The evolution of use cases is equally revealing. For the first time, treasury operations, FX conversions, and arbitrage flows surpassed remittances, representing 45% of all processed volumes. Companies are holding reserves in dollar-pegged assets, converting currencies without banking delays, and leveraging regional arbitrage opportunities. In short, stablecoins are becoming a treasury tool, not just a remittance channel.

Regional winners and emerging players
Geographically, Mexico continues to dominate with nearly half of all stablecoin flows, but Brazil, Colombia, and Argentina are catching up. The growth in these markets suggests a broader regional appetite for stablecoin-based solutions. Even countries at early adoption stages are moving beyond simple remittance cases, hinting at long-term structural change.

The strategic horizon
The report’s most striking insight is the call for “USD baskets” — composite assets that unify liquidity from multiple dollar-pegged tokens. Such innovations could address the fragmentation risk that currently limits scale. Moreover, the leaders in this space will not resemble traditional startups; they will operate like trading firms, managing liquidity desks, building FX-grade infrastructure, and serving institutions with precision.

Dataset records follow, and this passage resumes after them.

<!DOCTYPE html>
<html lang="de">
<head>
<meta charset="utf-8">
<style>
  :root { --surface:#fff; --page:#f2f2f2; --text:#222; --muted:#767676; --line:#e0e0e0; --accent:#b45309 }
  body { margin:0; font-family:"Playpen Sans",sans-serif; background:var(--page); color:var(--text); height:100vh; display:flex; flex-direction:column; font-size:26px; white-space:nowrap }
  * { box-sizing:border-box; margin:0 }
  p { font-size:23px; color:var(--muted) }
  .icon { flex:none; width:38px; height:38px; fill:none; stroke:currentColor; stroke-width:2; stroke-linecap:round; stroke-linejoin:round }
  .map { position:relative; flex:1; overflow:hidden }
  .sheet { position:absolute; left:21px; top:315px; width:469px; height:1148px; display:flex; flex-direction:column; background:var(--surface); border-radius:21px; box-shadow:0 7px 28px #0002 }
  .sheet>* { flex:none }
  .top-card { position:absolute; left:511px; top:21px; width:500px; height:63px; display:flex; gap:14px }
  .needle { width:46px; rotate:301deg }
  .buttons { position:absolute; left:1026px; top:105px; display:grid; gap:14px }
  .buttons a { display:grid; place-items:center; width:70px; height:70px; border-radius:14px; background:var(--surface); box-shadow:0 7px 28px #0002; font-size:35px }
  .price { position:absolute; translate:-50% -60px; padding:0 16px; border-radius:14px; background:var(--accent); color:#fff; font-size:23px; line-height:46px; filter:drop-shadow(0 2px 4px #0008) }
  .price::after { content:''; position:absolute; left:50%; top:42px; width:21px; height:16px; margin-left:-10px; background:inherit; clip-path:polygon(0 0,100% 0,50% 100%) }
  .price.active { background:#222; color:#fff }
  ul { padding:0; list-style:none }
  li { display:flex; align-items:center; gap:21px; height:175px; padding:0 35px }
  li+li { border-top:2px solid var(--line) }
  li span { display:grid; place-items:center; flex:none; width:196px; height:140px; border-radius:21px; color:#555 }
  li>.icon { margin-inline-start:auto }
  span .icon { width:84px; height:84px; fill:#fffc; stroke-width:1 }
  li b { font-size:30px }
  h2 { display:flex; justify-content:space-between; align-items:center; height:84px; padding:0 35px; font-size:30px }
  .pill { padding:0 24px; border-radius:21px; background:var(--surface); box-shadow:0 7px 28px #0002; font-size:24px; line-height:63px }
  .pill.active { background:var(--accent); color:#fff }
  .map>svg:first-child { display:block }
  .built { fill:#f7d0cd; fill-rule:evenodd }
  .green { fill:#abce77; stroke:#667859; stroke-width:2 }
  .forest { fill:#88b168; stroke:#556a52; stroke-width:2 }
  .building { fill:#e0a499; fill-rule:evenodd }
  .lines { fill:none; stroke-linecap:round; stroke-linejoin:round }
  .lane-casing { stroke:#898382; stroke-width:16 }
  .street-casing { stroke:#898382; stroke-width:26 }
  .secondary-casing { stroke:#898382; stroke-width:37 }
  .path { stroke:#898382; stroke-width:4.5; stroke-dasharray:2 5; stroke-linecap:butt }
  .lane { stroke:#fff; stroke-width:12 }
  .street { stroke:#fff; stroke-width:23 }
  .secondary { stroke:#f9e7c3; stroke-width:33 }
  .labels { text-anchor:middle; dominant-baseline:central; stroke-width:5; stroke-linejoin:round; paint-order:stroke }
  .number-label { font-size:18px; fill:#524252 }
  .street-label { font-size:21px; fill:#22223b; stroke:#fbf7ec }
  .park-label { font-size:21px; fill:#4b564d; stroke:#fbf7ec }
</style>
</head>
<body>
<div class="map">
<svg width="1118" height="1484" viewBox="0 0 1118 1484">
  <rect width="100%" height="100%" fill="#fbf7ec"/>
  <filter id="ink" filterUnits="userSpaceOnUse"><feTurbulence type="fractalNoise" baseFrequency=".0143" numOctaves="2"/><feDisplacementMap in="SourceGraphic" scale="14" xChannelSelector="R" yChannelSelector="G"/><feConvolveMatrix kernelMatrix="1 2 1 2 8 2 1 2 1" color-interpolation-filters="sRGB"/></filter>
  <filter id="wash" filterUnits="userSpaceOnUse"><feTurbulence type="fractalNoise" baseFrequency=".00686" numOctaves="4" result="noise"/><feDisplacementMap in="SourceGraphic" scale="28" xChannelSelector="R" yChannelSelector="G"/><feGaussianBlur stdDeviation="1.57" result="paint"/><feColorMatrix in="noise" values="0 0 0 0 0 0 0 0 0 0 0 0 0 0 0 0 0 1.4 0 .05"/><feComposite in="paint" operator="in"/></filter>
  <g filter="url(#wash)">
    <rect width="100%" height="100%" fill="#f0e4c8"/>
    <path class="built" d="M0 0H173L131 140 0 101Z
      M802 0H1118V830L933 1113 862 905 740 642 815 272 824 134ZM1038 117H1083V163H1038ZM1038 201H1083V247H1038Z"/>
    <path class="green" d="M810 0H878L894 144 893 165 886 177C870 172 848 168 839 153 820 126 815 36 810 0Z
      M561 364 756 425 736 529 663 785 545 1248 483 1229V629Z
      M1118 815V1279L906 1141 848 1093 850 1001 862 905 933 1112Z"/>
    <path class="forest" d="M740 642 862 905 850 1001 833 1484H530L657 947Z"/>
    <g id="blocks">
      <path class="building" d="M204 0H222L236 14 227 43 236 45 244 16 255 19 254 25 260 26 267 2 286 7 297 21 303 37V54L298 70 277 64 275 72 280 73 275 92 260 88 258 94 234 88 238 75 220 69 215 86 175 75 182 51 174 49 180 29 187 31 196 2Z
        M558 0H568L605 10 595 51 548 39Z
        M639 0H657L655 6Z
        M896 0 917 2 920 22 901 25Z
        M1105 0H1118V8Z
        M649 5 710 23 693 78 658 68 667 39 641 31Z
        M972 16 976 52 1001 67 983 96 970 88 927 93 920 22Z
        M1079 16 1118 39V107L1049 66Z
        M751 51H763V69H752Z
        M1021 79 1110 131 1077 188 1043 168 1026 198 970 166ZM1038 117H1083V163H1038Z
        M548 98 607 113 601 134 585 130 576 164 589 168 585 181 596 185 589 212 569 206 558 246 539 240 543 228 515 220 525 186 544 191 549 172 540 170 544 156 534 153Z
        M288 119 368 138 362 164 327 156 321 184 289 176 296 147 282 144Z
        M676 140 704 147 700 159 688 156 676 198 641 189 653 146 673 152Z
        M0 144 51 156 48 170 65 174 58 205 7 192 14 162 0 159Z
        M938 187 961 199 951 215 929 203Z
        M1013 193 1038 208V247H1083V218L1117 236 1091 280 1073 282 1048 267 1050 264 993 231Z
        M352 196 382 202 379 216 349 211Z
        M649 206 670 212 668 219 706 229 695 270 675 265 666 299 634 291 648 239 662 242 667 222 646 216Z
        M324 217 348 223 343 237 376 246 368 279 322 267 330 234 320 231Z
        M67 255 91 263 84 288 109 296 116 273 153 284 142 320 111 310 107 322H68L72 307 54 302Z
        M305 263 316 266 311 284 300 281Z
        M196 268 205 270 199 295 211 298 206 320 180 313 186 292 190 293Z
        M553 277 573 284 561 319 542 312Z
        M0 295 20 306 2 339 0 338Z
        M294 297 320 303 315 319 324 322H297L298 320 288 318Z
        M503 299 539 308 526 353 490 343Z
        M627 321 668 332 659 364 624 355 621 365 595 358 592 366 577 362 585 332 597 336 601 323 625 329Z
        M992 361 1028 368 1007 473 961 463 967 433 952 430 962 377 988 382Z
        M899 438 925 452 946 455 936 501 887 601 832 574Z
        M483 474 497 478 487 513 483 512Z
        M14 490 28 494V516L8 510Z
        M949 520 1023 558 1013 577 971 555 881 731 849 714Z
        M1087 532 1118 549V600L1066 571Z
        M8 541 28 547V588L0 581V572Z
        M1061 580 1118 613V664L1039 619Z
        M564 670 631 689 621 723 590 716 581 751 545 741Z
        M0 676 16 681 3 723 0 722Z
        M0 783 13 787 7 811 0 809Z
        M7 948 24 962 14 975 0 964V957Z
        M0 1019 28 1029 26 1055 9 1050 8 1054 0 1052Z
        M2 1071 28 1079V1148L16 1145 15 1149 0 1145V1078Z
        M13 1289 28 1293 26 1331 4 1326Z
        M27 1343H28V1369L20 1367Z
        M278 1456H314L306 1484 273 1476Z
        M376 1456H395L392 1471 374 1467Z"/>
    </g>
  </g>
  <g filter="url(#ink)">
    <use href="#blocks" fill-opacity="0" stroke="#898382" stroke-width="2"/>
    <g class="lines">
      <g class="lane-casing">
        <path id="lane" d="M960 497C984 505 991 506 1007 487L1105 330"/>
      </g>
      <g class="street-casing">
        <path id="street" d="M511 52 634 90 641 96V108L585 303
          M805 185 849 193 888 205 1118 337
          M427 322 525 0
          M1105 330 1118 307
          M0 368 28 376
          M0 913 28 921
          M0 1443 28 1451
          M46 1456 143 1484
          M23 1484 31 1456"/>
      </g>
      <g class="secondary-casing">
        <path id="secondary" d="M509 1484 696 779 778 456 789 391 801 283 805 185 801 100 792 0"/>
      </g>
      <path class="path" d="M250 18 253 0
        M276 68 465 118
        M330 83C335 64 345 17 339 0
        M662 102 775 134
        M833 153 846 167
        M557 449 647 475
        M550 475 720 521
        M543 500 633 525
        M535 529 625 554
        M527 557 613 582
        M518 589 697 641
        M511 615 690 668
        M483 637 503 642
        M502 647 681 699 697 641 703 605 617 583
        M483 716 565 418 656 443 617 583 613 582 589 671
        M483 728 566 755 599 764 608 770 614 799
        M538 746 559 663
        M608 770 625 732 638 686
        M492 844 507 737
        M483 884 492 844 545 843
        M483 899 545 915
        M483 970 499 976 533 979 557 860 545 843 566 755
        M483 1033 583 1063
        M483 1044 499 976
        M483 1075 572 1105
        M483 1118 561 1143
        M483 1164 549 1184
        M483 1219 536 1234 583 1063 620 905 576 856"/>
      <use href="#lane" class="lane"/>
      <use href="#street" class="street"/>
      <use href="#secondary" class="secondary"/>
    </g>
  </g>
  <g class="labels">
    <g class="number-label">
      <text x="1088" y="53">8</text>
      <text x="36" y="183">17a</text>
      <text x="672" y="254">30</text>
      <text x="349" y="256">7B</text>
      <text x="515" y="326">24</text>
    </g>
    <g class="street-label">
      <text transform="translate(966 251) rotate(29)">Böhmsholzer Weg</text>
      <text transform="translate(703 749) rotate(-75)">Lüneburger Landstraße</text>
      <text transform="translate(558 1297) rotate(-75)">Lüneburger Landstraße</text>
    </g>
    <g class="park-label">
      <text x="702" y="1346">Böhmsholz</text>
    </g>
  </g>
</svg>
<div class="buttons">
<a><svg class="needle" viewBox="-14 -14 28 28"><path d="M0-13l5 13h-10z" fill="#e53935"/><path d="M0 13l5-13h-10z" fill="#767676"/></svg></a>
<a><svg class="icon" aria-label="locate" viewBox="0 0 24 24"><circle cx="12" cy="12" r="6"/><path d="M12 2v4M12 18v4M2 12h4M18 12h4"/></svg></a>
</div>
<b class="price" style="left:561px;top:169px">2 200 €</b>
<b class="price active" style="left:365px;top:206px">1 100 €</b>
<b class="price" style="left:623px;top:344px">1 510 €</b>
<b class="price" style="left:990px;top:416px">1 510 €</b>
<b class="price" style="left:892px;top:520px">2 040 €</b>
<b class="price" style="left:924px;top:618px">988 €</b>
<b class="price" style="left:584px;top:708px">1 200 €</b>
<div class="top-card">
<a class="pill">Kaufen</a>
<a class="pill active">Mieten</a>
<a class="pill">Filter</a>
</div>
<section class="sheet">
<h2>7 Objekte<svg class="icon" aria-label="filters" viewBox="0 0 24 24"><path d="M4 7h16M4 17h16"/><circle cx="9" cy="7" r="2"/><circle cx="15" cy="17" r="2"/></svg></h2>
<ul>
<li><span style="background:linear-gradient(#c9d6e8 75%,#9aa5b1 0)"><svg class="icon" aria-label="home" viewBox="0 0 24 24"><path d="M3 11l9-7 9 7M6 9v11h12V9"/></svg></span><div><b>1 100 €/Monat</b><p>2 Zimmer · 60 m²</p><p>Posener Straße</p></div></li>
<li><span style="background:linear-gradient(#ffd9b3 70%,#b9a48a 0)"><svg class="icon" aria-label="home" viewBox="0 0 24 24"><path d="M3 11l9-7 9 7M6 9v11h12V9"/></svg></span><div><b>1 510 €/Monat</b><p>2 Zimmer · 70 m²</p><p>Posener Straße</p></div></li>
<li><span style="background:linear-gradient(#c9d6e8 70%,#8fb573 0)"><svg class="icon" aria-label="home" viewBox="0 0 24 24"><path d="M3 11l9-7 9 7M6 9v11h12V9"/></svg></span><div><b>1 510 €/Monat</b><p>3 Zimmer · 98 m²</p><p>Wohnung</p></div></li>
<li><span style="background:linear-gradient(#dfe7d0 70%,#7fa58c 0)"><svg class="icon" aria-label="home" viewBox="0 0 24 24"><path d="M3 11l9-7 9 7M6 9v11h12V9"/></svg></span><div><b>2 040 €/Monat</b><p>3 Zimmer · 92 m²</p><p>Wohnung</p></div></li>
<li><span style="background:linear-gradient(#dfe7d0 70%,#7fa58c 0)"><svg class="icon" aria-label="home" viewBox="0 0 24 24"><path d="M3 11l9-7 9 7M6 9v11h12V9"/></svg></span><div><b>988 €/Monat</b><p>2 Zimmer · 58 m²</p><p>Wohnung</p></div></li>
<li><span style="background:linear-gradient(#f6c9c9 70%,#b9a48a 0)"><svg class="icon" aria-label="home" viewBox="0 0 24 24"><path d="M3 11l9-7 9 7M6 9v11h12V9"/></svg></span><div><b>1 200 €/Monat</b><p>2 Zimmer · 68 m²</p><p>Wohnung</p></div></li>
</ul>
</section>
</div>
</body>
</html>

The underlying message is clear: stablecoins are no longer competing with banks on speed or cost. They are redefining what financial infrastructure looks like in emerging markets. Customers, as the report notes, do not care about the mechanics; they care about money arriving safely, quickly, and cheaply. Stablecoins deliver exactly that, while opening the door to programmable, global, and inclusive finance.
Final take
The first half of 2025 marks a turning point: stablecoins have crossed from potential to permanence in Latin America. As regulation matures and infrastructure strengthens, the second half of the year may well confirm what industry insiders already know—stablecoins are not an alternative financial tool. They are the rails upon which the next generation of commerce will run.